Stored items
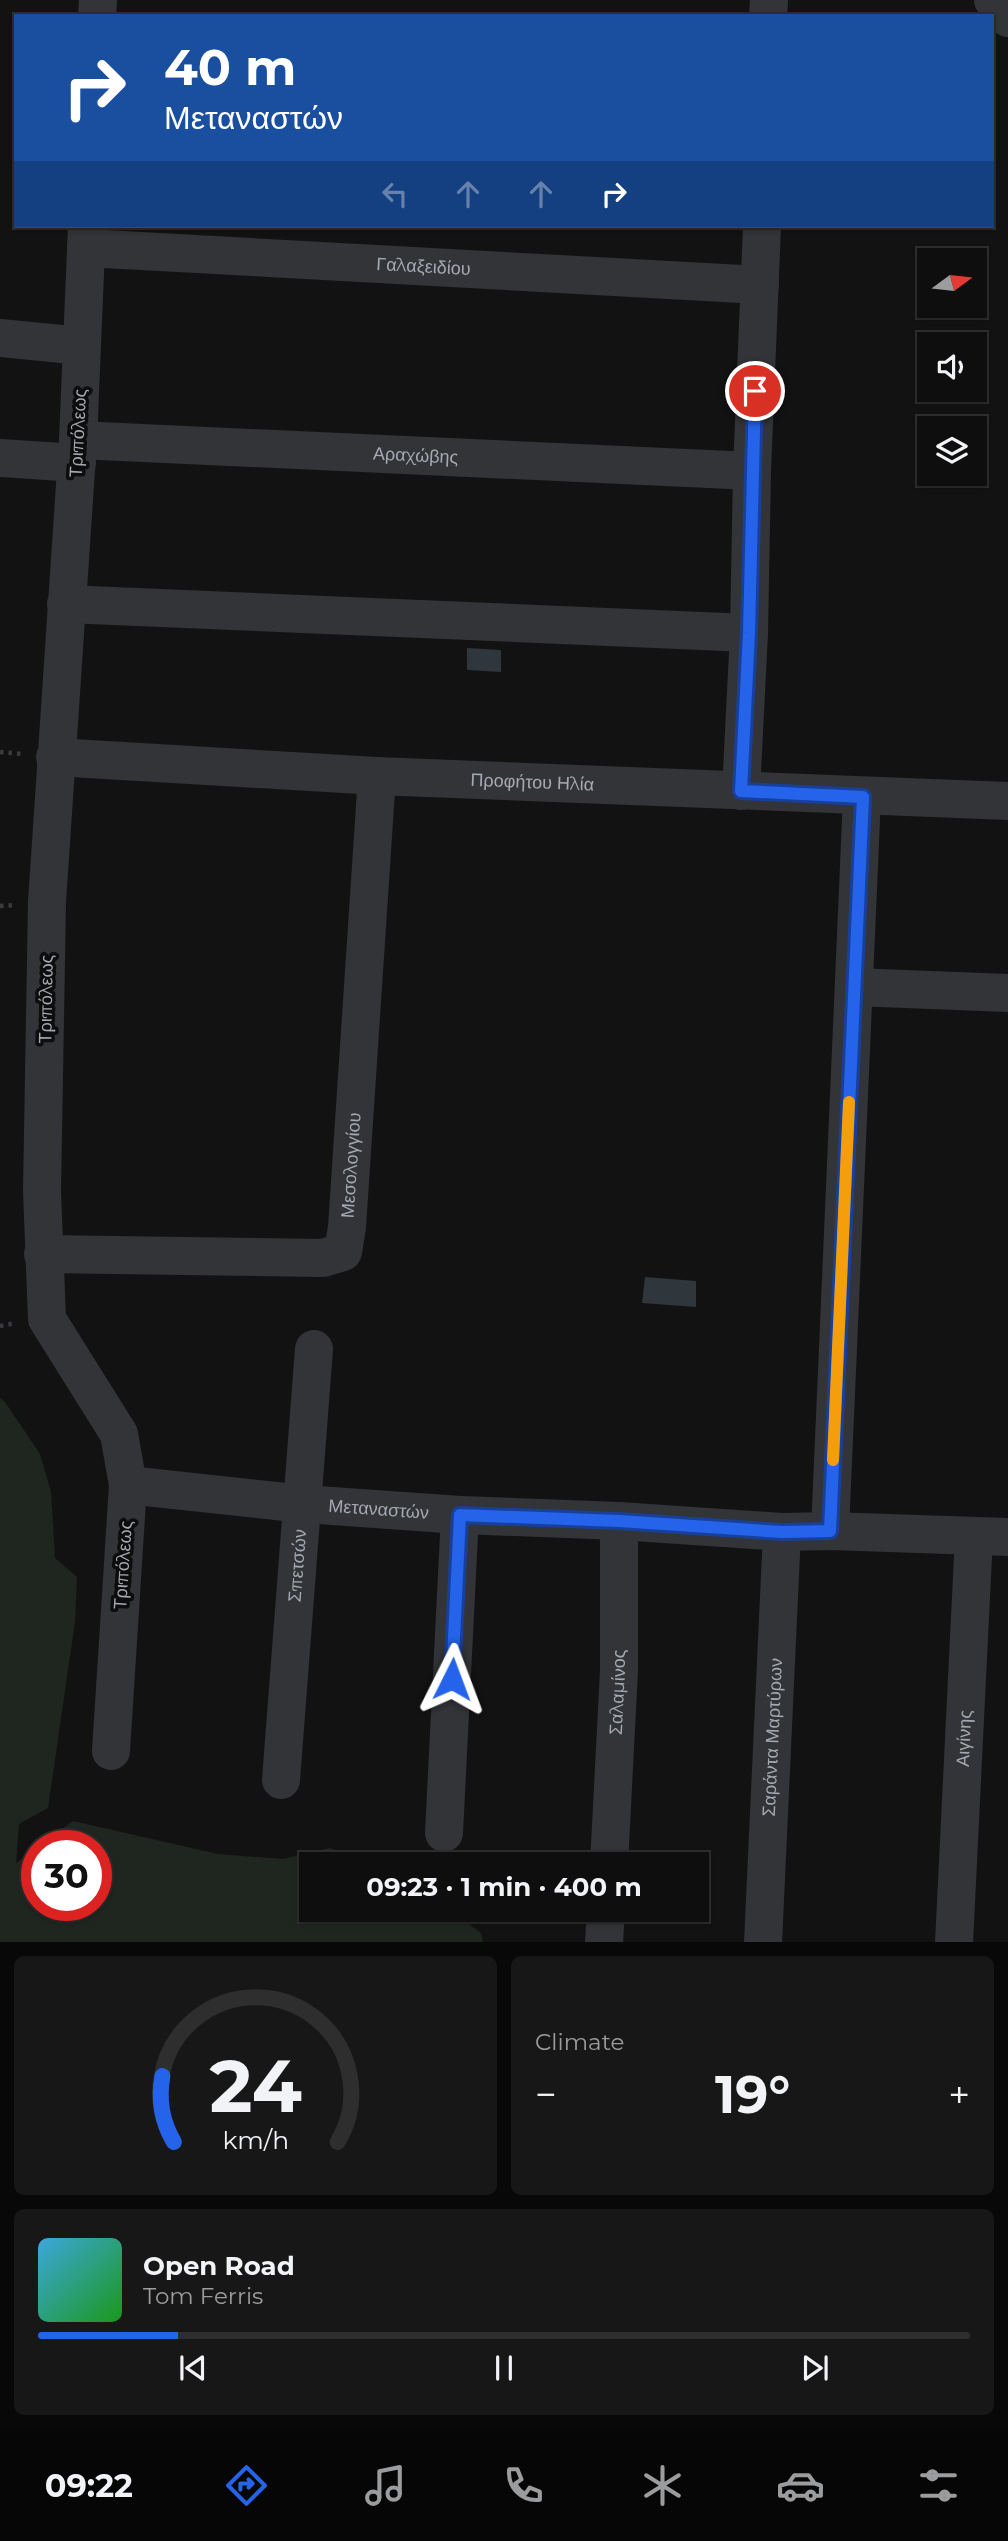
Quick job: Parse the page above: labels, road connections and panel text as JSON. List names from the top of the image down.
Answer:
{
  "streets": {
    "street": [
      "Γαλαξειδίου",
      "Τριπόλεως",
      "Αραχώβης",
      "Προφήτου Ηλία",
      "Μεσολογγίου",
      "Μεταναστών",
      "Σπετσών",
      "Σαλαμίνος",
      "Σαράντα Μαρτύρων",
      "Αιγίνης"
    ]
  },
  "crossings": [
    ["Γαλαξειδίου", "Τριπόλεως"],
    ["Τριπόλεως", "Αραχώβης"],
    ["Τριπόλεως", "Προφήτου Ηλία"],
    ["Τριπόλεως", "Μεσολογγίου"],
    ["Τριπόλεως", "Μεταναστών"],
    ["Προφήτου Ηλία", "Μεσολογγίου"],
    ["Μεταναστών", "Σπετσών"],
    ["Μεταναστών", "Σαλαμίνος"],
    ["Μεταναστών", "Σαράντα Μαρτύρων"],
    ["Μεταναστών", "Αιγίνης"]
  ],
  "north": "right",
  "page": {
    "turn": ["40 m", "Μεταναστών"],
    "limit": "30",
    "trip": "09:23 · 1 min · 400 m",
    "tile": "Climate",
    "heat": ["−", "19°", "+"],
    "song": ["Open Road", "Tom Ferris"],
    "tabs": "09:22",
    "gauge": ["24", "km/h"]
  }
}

Instructions for the task =>
Check the entries above for the word "Γαλαξειδίου" and copy every line where it turns up.

Response =>
      "Γαλαξειδίου",
    ["Γαλαξειδίου", "Τριπόλεως"],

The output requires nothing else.